Comunque, il mio "ah, gli psicologi" era riferito al fatto che:
1) Leggo un giorno sì e l'altro pure di pareri discordanti;
2) Se dai un'occhiata approfondita alle ricerche, noterai come per la maggior parte esse siano effettuate su gruppi di 10-15 persone. Cioé, statisticamente, hanno la stessa valenza dei comportamenti dei redattori di Ars Ludica. Se a te sembra opportuno condurre studi su campioni così piccoli, a me non lo è.
Ho visto che hai evidenziato intromissioni politiche ma... proprio non si capisce perché la politica debba disinteressarsi dei videogiochi (mi sembra che li abbiamo eletti noi quali nostri rappresentanti, poi ci sarebbe da ridire sull'ultima, pessima legge elettorale che non permetteva di indicare le preferenze, ma vabbè).
Cioè, la politica può decidere questioni vitali (letteralmente) come quelle relative all'energia o se dobbiamo mandare truppe in un altro Paese... e poi, improvvisamente, se si tratta di videogiochi (troppo violenti o cos'altro) DEVE passare la mano? Perché lo decidiamo noi videogiocatori in quanto i politici ci stanno sulle balle o perché il nostro mondo fatato può essere toccato solo da altri videogiocatori nerdizzati almeno quanto noi
?
Tutto è politica. E la politica può (più o meno) tutto, in una democrazia.
Lo so che tutto è politica. Ma la politica non può mettere naso in ciò che non le compete.
Lo sai perché l'industria italiana di televisori è fallita? Perché la politica per forza voleva decidere lo standard di codifica dei segnali televisivi, lasciando ai tedeschi il primato sul PAL.
Ancora, lo sai perché le trasmissioni via cavo non sono mai decollate in Italia? Perché, per proteggere mamma RAI, i politici pensarono bene di uccidere il nascente mercato delle tv via cavo imponendo il vincolo "un cavo per ogni canale".
In Italia se ne prendono ancora oggi decisioni tecniche che non competono alla politica, perché la politica italiana è fatta di intrallazzi e cazzatelle varie. Io non ho fiducia nella politica italiana. Se tra quindici anni ci puzzeremo di freddo sarà perché dei politici di scarsa lungimiranza nel 1987 hanno fatto in modo di sancire la morte del nucleare.

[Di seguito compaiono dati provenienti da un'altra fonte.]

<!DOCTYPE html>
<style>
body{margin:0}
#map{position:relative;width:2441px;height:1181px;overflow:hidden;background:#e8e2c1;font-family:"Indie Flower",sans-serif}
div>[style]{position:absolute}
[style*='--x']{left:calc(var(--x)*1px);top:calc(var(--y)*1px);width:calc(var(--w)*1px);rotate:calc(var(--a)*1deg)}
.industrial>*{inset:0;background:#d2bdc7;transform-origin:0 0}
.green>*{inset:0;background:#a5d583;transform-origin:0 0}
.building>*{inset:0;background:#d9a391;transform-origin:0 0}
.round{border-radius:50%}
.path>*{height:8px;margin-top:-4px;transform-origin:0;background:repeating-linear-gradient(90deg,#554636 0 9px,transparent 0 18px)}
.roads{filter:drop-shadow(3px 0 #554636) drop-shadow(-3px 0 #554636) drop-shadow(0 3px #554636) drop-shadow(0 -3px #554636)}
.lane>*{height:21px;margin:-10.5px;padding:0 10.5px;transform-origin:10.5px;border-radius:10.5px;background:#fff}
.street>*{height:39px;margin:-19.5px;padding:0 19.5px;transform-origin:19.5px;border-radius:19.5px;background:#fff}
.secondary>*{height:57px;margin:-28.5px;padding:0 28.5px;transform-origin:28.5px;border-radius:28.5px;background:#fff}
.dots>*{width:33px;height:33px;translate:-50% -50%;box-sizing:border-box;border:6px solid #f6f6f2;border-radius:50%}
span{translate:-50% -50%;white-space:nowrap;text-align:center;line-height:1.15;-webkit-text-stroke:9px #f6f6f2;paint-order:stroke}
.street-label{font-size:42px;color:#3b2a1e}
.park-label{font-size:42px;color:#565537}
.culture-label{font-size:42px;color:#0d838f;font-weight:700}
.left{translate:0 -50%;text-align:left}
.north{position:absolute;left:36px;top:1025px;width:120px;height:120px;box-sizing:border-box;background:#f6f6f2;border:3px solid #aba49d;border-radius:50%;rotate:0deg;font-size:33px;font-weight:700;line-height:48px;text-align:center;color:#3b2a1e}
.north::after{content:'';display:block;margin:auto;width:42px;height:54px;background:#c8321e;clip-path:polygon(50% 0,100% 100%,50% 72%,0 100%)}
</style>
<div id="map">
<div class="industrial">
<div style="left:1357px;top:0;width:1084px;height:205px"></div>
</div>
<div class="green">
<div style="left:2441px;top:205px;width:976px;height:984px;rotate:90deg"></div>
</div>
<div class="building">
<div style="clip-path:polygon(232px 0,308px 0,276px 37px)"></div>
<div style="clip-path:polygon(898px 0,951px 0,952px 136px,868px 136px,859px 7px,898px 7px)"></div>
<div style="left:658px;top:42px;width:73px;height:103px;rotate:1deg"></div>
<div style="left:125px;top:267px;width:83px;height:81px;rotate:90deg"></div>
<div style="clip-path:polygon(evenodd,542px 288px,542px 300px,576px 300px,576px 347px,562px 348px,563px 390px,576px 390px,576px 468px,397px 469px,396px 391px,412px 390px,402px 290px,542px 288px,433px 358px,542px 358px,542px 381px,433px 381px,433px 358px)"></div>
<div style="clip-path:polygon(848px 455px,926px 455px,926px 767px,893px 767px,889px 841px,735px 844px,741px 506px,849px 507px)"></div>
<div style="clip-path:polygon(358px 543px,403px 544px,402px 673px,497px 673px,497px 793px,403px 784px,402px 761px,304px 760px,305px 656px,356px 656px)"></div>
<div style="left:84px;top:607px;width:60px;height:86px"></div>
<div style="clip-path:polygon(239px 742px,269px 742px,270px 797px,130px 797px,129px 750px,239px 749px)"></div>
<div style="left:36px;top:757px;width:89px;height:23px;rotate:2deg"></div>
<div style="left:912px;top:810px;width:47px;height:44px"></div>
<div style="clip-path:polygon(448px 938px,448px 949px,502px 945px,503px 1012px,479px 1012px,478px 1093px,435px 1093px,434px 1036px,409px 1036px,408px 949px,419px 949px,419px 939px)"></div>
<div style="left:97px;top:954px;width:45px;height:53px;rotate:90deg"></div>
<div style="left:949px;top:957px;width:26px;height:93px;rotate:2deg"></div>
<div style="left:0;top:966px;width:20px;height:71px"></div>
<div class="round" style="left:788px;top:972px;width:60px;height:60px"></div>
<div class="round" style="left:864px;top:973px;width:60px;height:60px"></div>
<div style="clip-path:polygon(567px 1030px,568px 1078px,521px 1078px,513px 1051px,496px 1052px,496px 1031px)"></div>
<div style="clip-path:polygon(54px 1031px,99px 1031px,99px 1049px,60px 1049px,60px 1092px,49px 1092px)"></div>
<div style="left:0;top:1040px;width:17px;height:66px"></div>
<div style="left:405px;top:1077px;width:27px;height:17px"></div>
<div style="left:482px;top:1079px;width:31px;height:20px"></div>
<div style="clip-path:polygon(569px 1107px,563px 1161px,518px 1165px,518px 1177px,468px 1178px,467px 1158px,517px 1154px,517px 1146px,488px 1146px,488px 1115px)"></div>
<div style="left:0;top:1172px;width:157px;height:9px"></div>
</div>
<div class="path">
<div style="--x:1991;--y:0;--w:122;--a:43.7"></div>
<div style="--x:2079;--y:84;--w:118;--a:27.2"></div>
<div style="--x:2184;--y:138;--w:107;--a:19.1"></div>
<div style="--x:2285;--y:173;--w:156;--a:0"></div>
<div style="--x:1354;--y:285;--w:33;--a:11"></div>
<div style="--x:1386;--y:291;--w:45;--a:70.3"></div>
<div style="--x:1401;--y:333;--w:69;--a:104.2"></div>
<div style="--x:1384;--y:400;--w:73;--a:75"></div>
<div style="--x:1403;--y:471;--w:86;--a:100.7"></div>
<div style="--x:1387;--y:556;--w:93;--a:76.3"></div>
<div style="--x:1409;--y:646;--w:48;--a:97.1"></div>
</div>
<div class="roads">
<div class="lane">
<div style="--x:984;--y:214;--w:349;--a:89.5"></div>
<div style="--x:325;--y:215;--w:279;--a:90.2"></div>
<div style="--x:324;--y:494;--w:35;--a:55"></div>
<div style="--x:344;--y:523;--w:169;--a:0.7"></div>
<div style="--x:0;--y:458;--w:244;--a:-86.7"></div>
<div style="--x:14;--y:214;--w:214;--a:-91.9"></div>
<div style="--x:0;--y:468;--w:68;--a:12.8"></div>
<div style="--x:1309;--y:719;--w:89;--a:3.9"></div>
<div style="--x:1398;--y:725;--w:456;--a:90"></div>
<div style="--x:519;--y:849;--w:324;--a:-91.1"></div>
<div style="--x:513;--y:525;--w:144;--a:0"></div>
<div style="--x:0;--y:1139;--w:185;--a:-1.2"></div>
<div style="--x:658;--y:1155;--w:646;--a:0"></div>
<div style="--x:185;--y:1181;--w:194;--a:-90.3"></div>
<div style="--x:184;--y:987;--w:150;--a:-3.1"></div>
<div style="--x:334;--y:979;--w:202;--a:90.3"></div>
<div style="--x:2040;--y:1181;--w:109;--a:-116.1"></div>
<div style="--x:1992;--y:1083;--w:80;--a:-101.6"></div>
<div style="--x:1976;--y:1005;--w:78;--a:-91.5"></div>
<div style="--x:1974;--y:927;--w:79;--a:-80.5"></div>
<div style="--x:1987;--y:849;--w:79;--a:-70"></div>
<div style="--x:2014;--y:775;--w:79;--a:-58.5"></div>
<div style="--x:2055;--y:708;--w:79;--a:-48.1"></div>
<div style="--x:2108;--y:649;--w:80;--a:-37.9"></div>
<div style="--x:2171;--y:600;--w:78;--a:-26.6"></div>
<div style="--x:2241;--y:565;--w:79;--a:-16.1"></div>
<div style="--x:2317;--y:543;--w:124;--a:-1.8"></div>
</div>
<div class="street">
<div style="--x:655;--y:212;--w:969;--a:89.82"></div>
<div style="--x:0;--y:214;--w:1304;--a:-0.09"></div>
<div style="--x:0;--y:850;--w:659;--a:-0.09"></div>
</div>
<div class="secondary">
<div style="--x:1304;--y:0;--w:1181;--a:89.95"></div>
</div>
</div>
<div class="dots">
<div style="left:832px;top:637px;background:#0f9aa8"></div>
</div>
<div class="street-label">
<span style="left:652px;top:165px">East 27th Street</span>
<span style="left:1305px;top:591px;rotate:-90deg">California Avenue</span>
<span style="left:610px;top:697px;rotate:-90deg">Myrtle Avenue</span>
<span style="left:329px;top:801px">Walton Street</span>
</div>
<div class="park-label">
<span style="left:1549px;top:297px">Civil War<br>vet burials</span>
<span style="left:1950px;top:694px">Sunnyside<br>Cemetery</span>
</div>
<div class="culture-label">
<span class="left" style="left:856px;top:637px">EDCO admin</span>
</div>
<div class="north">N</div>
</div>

Infatti, persino un ente così delicato come l'ENEA è lasciata a falsi ingegneri con nomine politiche (mi sto riferendo a un certo Regis, detto "el Valvola" che diede dell'ignorante al Nobel Rubbia, messo nel posto di vice-commissario da Lega Nord senza neanche risultare iscritto all'albo degli ingegneri).
Dunque, io non ho fiducia. La politica quando si addentra in territori che non sono di sua competenza fa solo danni.
Il modo in cui Gentiloni ha censurato Manhunt 2 è perfettibile (un giorno avremo un ministro delle telecomunicazioni appassionato videogiocatore e/o un ente apposito supercompetente) ma non è a cazzo.
Gentiloni s'è comportato meno peggio di Mastella, ma comunque a cazzo. Lasci fare al PEGI il suo lavoro, piuttosto.